● **Directions for this task**
In the listing below, count the lines containing the string "translate". Reply with that number only.

● **Provided data**

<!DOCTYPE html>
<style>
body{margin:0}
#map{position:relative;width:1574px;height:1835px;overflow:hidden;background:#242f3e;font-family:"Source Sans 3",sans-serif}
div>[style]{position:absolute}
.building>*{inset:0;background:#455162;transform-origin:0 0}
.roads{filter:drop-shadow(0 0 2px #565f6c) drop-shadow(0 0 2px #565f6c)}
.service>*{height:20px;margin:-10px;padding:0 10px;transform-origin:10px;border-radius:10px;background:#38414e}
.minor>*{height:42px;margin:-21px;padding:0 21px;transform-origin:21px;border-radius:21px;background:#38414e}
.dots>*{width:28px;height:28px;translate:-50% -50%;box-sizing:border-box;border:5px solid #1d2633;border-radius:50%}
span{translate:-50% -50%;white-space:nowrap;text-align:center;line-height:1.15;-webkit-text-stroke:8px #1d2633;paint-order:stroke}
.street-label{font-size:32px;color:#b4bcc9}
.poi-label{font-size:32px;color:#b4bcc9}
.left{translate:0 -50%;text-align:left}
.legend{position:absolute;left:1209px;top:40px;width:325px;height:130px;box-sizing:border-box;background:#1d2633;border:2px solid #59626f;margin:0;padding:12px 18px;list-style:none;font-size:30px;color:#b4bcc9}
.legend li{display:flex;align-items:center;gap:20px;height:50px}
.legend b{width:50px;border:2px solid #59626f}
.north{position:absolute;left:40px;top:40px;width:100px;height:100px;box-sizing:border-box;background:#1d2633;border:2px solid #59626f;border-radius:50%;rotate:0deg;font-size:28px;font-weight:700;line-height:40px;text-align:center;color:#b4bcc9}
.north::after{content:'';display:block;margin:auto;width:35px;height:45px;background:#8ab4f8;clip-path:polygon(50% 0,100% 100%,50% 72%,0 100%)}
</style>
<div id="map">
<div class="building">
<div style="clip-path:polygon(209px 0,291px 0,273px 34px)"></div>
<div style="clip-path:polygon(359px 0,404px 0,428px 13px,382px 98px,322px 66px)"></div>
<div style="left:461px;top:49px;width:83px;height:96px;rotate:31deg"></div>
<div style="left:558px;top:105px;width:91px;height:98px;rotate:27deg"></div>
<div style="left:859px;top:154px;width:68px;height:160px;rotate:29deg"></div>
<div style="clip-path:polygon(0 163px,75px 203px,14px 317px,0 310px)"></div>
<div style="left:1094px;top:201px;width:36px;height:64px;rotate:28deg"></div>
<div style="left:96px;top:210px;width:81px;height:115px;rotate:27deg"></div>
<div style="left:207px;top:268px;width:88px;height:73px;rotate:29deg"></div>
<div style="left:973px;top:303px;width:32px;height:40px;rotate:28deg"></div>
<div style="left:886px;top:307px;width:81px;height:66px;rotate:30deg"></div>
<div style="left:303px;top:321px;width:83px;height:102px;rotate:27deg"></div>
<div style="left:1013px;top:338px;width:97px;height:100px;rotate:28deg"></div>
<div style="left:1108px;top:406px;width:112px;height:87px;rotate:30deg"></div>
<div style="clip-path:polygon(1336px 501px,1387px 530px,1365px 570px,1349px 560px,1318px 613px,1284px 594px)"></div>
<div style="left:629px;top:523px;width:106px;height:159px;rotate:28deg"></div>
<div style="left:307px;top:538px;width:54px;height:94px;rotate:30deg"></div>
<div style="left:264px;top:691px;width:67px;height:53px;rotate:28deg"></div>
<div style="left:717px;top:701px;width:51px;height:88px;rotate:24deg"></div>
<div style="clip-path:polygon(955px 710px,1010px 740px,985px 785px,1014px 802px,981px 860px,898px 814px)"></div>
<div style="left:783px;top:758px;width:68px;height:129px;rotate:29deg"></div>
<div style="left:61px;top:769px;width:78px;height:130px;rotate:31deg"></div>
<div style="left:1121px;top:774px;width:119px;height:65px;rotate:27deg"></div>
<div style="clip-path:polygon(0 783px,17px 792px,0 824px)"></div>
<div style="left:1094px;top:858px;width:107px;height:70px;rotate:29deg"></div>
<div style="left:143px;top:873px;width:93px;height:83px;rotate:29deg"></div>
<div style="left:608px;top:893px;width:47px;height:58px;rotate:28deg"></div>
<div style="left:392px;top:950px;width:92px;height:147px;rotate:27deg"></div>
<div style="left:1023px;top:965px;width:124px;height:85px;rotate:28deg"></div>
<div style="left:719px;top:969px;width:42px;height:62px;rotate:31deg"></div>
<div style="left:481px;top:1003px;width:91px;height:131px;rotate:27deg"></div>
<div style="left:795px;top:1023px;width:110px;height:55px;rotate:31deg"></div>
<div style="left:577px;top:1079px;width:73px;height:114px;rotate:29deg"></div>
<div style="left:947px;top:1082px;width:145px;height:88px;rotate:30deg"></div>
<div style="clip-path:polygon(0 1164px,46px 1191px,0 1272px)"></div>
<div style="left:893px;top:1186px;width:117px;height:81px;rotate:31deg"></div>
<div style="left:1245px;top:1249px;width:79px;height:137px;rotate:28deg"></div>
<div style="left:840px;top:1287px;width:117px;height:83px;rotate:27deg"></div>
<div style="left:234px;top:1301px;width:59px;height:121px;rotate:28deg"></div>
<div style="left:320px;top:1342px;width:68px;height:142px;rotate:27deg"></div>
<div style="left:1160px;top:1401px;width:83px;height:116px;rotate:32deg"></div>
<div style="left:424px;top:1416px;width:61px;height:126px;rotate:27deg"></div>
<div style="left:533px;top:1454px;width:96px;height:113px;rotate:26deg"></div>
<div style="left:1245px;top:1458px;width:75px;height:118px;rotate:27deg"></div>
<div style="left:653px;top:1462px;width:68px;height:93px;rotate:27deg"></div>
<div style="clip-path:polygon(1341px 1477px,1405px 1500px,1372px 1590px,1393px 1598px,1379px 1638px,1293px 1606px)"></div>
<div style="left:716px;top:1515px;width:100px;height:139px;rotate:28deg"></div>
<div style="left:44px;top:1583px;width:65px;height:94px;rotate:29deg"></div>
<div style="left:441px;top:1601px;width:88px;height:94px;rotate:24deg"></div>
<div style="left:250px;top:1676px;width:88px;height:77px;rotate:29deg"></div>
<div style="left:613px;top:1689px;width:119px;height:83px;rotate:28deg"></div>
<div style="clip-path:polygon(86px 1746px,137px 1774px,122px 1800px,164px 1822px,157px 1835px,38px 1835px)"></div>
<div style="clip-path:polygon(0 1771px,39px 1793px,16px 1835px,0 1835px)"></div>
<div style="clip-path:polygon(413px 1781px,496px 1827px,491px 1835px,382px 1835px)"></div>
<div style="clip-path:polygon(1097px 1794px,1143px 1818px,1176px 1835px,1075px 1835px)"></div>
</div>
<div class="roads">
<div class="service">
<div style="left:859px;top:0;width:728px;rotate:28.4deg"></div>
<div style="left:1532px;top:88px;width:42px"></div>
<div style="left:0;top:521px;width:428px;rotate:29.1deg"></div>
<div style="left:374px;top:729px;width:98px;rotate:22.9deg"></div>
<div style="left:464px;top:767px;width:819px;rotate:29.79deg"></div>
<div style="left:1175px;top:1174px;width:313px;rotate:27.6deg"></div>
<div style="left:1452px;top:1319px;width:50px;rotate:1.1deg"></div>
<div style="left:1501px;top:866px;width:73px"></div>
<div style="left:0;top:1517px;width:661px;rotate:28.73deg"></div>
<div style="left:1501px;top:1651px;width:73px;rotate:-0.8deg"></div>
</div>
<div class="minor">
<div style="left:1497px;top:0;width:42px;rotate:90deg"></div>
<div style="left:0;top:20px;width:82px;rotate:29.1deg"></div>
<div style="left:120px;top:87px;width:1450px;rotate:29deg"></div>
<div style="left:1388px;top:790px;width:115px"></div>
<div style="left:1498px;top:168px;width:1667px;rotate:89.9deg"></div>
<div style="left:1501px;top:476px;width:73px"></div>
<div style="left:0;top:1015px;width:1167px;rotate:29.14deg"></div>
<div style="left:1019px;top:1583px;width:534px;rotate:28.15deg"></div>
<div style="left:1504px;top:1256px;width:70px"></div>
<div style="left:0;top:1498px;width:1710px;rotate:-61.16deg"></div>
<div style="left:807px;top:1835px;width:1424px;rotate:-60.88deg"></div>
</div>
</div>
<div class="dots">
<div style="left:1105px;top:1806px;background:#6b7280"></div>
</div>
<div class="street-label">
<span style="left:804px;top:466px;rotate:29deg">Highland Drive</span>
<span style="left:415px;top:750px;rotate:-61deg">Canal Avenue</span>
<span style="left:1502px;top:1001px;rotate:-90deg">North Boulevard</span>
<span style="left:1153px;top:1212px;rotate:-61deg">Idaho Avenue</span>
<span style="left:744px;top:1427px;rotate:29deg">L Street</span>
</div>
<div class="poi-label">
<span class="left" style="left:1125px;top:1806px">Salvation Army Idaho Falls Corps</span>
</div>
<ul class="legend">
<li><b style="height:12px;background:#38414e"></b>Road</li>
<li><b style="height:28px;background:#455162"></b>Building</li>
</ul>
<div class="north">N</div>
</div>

● **Solution to the problem**
3